▸ Exercise inputs
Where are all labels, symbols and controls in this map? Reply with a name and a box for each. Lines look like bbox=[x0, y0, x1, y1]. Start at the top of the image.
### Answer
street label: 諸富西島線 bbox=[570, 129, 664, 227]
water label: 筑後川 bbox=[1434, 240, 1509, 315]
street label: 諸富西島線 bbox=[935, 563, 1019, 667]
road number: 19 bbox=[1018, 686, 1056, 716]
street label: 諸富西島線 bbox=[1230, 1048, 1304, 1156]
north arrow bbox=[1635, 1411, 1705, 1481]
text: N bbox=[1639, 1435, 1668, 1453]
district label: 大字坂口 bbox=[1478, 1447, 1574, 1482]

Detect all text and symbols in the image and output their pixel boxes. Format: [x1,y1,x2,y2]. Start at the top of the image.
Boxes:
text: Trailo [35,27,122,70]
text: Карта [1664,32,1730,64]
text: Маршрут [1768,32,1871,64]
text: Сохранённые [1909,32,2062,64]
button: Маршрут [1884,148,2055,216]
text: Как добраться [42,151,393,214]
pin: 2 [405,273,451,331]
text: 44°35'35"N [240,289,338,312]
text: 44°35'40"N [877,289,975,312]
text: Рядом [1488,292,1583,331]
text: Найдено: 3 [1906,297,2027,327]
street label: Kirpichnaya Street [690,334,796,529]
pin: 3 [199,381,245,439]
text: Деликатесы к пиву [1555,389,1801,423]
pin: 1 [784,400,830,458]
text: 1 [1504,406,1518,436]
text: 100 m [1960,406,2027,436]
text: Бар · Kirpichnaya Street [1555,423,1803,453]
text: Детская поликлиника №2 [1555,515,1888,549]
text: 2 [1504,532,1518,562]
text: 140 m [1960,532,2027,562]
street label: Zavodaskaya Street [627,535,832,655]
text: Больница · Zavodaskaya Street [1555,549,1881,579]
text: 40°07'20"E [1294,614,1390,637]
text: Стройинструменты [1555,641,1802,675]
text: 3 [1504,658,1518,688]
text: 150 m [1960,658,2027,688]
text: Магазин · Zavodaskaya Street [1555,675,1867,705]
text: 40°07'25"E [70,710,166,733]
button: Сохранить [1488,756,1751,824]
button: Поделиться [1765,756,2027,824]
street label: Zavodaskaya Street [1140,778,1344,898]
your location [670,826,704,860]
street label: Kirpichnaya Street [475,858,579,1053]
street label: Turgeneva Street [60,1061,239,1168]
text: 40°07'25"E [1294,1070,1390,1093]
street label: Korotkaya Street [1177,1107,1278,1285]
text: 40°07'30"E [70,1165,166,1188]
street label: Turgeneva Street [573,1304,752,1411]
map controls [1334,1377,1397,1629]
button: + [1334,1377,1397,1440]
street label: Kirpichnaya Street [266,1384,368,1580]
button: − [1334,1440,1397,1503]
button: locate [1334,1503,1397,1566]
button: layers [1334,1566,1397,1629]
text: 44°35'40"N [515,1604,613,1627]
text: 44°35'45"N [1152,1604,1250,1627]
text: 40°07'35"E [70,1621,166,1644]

▸ Goal of the exercise
Some lines of the data above may hold the word "Turgeneva"; report how many do, and nothing else.

▸ Solution below
2